Step-by-step solution

Convert bond dissociation energies to Joules per molecule

To work with energy per molecule rather than per mole, we will convert the given energies from kJ/mol to J/molecule using the Avogadro's number (6.022 x 10²³ molecules/mol). For CF3Cl: \( 339 \mathrm{~kJ/mol} \times \dfrac{10^3 \mathrm{~J}}{1 \mathrm{~kJ}} \times \dfrac{1 \mathrm{~mol}}{6.022 \times 10^{23} \mathrm{~molecules}} = 5.63 \times 10^{-19} \mathrm{~J/molecule} \) For CCl4: \( 293 \mathrm{~kJ/mol} \times \dfrac{10^3 \mathrm{~J}}{1 \mathrm{~kJ}} \times\dfrac{1 \mathrm{~mol}}{6.022 \times 10^{23} \mathrm{~molecules}} = 4.87 \times 10^{-19} \mathrm{~J/molecule} \)
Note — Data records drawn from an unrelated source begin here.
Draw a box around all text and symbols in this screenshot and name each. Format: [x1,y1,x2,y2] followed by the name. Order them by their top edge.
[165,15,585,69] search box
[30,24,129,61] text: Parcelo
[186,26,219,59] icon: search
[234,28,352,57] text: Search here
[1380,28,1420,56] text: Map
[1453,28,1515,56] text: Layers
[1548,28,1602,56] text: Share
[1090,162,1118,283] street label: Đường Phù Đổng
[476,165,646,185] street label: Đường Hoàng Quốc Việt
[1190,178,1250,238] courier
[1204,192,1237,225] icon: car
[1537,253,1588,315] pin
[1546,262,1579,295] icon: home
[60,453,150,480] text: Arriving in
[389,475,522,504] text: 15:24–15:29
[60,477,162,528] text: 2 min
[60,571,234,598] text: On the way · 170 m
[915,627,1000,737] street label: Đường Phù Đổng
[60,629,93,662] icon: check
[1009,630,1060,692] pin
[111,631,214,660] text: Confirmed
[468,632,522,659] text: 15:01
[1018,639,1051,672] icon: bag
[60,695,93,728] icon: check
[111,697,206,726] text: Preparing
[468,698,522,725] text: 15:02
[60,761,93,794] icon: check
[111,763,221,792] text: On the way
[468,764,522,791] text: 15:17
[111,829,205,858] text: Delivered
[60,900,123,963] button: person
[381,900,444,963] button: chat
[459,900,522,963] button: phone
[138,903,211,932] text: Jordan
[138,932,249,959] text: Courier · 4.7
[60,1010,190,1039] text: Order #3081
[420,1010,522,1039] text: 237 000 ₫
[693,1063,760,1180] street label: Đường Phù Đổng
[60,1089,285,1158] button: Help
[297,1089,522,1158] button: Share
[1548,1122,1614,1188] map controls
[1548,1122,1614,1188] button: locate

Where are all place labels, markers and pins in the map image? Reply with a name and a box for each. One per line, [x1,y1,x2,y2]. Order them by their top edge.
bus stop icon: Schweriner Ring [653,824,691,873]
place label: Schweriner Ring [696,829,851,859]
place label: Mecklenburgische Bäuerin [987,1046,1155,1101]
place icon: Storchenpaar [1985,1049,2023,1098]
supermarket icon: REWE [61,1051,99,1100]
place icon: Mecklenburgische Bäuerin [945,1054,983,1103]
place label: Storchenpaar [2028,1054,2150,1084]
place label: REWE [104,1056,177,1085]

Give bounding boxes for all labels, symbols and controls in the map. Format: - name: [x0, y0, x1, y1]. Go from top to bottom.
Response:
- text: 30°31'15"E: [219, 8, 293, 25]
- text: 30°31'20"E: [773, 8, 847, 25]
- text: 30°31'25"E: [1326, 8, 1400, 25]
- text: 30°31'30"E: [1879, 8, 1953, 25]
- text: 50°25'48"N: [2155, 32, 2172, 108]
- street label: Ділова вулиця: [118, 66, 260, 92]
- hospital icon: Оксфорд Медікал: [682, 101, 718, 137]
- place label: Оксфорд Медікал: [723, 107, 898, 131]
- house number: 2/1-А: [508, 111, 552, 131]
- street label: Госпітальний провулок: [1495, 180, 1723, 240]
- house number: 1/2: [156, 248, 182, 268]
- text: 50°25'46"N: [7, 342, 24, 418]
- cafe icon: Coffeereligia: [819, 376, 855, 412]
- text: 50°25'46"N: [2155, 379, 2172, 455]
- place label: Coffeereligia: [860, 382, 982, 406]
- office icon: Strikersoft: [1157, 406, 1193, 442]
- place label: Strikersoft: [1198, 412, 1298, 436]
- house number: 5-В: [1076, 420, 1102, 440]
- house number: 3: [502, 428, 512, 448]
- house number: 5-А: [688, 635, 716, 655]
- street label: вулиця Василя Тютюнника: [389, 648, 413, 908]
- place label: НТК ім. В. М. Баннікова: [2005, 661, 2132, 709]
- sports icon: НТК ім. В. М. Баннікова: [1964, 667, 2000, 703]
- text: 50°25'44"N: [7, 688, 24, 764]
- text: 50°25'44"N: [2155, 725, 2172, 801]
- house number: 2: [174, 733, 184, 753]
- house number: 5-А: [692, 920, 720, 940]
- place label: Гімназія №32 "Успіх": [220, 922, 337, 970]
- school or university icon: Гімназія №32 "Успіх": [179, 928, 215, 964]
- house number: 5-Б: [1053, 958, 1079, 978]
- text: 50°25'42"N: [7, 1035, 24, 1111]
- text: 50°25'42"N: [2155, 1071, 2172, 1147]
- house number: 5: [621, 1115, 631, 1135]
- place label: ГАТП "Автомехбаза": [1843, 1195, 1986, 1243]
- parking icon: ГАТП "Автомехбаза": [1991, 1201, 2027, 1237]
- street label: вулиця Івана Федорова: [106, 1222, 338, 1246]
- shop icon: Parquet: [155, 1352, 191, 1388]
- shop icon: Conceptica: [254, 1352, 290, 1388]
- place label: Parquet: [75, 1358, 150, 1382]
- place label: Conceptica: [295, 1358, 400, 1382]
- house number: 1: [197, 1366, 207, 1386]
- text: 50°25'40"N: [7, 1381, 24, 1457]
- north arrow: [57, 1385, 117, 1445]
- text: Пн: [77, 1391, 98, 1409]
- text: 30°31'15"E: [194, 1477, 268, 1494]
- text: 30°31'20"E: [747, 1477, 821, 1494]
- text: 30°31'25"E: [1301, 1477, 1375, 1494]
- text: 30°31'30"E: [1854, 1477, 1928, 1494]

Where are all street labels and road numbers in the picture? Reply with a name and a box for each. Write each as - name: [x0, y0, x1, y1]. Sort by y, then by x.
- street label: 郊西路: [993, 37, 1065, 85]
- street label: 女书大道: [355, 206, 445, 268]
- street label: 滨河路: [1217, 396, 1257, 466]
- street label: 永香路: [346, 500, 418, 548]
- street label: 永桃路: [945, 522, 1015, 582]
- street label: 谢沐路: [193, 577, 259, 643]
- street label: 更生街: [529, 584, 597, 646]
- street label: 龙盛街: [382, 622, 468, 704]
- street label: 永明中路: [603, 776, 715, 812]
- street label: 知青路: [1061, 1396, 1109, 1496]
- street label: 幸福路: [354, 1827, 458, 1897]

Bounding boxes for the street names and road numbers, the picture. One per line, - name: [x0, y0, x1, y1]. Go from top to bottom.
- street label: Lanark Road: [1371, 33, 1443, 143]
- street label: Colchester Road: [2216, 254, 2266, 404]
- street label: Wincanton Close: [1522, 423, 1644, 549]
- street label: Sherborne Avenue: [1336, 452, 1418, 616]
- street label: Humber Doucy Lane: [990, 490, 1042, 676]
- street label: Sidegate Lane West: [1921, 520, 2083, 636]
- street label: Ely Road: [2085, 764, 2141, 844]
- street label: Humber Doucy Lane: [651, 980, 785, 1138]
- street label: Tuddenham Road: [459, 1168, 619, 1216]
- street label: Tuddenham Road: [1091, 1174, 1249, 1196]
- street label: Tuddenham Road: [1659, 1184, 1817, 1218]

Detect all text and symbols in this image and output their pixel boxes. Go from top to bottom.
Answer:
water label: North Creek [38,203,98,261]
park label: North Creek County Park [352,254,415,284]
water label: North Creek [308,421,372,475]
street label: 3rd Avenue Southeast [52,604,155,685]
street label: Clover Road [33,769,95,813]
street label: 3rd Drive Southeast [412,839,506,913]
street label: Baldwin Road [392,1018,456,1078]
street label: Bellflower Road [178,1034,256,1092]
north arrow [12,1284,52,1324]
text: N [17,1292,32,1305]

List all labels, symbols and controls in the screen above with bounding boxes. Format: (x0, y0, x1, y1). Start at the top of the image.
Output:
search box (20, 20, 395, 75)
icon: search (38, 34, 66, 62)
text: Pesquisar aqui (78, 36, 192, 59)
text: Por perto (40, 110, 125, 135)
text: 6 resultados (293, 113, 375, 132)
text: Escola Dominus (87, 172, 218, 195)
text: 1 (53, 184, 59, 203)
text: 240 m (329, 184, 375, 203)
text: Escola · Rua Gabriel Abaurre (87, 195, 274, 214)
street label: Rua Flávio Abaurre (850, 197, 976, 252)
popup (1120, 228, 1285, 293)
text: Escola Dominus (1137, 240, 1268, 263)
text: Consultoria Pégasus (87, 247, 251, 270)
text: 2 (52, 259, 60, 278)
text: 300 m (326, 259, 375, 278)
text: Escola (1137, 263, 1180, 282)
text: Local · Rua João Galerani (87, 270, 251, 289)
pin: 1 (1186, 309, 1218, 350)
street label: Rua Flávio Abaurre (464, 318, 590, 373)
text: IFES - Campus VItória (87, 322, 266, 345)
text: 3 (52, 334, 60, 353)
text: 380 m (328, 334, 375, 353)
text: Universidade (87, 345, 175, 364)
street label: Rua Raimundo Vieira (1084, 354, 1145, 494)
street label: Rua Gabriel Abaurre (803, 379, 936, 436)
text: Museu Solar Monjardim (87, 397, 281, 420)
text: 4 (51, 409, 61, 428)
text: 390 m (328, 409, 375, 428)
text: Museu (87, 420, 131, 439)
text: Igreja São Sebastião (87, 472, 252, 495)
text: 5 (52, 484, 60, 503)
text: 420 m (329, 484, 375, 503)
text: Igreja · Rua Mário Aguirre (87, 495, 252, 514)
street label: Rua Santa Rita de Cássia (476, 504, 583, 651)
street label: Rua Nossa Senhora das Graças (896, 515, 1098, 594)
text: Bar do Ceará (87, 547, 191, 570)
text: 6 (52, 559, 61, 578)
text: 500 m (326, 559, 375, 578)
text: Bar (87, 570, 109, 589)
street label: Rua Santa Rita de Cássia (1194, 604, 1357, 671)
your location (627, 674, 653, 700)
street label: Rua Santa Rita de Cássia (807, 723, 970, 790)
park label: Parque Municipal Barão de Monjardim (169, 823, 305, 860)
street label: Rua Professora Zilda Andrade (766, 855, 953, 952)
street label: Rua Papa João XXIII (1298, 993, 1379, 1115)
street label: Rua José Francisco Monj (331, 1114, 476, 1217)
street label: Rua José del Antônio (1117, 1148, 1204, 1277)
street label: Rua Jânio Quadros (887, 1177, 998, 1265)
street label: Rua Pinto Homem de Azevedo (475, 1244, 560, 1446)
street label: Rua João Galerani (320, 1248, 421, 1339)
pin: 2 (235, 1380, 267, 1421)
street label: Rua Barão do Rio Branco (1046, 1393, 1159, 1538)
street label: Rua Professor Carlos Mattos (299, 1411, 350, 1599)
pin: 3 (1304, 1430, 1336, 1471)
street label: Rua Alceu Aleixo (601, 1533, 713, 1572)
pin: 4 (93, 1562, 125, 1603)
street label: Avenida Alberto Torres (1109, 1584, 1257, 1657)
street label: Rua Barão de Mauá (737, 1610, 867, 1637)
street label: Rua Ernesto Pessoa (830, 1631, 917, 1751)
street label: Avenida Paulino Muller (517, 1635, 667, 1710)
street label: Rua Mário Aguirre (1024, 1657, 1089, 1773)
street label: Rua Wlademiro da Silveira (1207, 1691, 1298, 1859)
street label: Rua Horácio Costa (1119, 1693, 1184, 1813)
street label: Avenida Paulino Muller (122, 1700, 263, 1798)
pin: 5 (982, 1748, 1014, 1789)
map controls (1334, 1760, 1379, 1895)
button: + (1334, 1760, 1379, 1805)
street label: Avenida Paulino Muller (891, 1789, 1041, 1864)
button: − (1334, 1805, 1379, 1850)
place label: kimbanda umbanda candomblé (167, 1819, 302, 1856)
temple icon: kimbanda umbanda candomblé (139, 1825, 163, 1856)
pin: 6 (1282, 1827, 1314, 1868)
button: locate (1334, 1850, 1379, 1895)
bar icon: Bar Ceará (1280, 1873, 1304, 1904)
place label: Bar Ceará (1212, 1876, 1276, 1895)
Use Planck's equation to find the energy range of photons

Planck's equation relates the energy (E) of a photon to its frequency (ν) or wavelength (λ) through the Planck's constant (h, \(6.626 \times 10^{-34} \mathrm{~J \cdot s}\)) and the speed of light in vacuum (c, \(3 \times 10^8 \mathrm{~m/s}\)). \(E = h \nu = \cfrac{hc}{\lambda}\) To find the range of wavelengths corresponding to the energy range, we note that the bond rupture in CF3Cl but not in CCl4: \( 4.87 \times 10^{-19} \mathrm{~J} < E < 5.63 \times 10^{-19} \mathrm{~J} \)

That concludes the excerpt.